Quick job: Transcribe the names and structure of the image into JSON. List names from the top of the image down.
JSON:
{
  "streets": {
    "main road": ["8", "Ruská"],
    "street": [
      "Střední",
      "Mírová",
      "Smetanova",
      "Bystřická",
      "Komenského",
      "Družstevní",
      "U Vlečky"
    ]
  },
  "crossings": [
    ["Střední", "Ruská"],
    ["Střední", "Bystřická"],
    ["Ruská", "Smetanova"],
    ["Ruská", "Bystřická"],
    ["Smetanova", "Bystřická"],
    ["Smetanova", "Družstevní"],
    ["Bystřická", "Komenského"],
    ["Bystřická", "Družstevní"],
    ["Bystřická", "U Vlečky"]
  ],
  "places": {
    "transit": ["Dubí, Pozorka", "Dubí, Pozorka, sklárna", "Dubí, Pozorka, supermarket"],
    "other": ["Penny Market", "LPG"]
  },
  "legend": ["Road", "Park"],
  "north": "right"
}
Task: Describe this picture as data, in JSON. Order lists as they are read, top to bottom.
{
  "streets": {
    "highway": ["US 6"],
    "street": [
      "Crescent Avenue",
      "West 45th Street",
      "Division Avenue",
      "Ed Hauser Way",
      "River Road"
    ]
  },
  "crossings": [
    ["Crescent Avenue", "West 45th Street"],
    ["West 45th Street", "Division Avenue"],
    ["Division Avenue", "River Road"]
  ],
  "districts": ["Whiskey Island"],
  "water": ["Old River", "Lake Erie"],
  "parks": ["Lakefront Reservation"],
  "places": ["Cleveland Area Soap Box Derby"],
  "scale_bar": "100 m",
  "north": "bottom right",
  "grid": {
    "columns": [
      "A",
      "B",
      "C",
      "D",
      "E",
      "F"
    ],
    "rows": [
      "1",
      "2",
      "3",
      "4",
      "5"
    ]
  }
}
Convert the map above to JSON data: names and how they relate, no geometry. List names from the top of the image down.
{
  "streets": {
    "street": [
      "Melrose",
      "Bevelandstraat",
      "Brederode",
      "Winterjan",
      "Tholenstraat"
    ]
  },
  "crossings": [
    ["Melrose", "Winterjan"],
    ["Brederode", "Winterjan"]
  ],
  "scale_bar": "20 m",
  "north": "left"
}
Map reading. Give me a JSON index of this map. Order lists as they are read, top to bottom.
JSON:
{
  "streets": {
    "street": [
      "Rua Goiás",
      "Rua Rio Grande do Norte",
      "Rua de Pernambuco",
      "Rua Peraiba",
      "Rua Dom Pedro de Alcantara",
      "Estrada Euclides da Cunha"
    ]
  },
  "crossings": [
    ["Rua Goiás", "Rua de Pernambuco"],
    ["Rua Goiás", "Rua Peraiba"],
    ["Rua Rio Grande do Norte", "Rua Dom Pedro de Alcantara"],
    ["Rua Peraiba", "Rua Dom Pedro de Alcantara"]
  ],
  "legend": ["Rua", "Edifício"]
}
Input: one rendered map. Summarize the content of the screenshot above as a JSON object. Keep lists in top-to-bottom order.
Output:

* EXERCISE BRIEF
The records above are to be transcribed exactly, with nothing left out.

* SOLUTION FOR THIS TASK
Quick job: Transcribe the names and structure of the image into JSON. List names from the top of the image down.
JSON:
{
  "streets": {
    "main road": ["8", "Ruská"],
    "street": [
      "Střední",
      "Mírová",
      "Smetanova",
      "Bystřická",
      "Komenského",
      "Družstevní",
      "U Vlečky"
    ]
  },
  "crossings": [
    ["Střední", "Ruská"],
    ["Střední", "Bystřická"],
    ["Ruská", "Smetanova"],
    ["Ruská", "Bystřická"],
    ["Smetanova", "Bystřická"],
    ["Smetanova", "Družstevní"],
    ["Bystřická", "Komenského"],
    ["Bystřická", "Družstevní"],
    ["Bystřická", "U Vlečky"]
  ],
  "places": {
    "transit": ["Dubí, Pozorka", "Dubí, Pozorka, sklárna", "Dubí, Pozorka, supermarket"],
    "other": ["Penny Market", "LPG"]
  },
  "legend": ["Road", "Park"],
  "north": "right"
}
Task: Describe this picture as data, in JSON. Order lists as they are read, top to bottom.
{
  "streets": {
    "highway": ["US 6"],
    "street": [
      "Crescent Avenue",
      "West 45th Street",
      "Division Avenue",
      "Ed Hauser Way",
      "River Road"
    ]
  },
  "crossings": [
    ["Crescent Avenue", "West 45th Street"],
    ["West 45th Street", "Division Avenue"],
    ["Division Avenue", "River Road"]
  ],
  "districts": ["Whiskey Island"],
  "water": ["Old River", "Lake Erie"],
  "parks": ["Lakefront Reservation"],
  "places": ["Cleveland Area Soap Box Derby"],
  "scale_bar": "100 m",
  "north": "bottom right",
  "grid": {
    "columns": [
      "A",
      "B",
      "C",
      "D",
      "E",
      "F"
    ],
    "rows": [
      "1",
      "2",
      "3",
      "4",
      "5"
    ]
  }
}
Convert the map above to JSON data: names and how they relate, no geometry. List names from the top of the image down.
{
  "streets": {
    "street": [
      "Melrose",
      "Bevelandstraat",
      "Brederode",
      "Winterjan",
      "Tholenstraat"
    ]
  },
  "crossings": [
    ["Melrose", "Winterjan"],
    ["Brederode", "Winterjan"]
  ],
  "scale_bar": "20 m",
  "north": "left"
}
Map reading. Give me a JSON index of this map. Order lists as they are read, top to bottom.
JSON:
{
  "streets": {
    "street": [
      "Rua Goiás",
      "Rua Rio Grande do Norte",
      "Rua de Pernambuco",
      "Rua Peraiba",
      "Rua Dom Pedro de Alcantara",
      "Estrada Euclides da Cunha"
    ]
  },
  "crossings": [
    ["Rua Goiás", "Rua de Pernambuco"],
    ["Rua Goiás", "Rua Peraiba"],
    ["Rua Rio Grande do Norte", "Rua Dom Pedro de Alcantara"],
    ["Rua Peraiba", "Rua Dom Pedro de Alcantara"]
  ],
  "legend": ["Rua", "Edifício"]
}
Input: one rendered map. Summarize the content of the screenshot above as a JSON object. Keep lists in top-to-bottom order.
Output:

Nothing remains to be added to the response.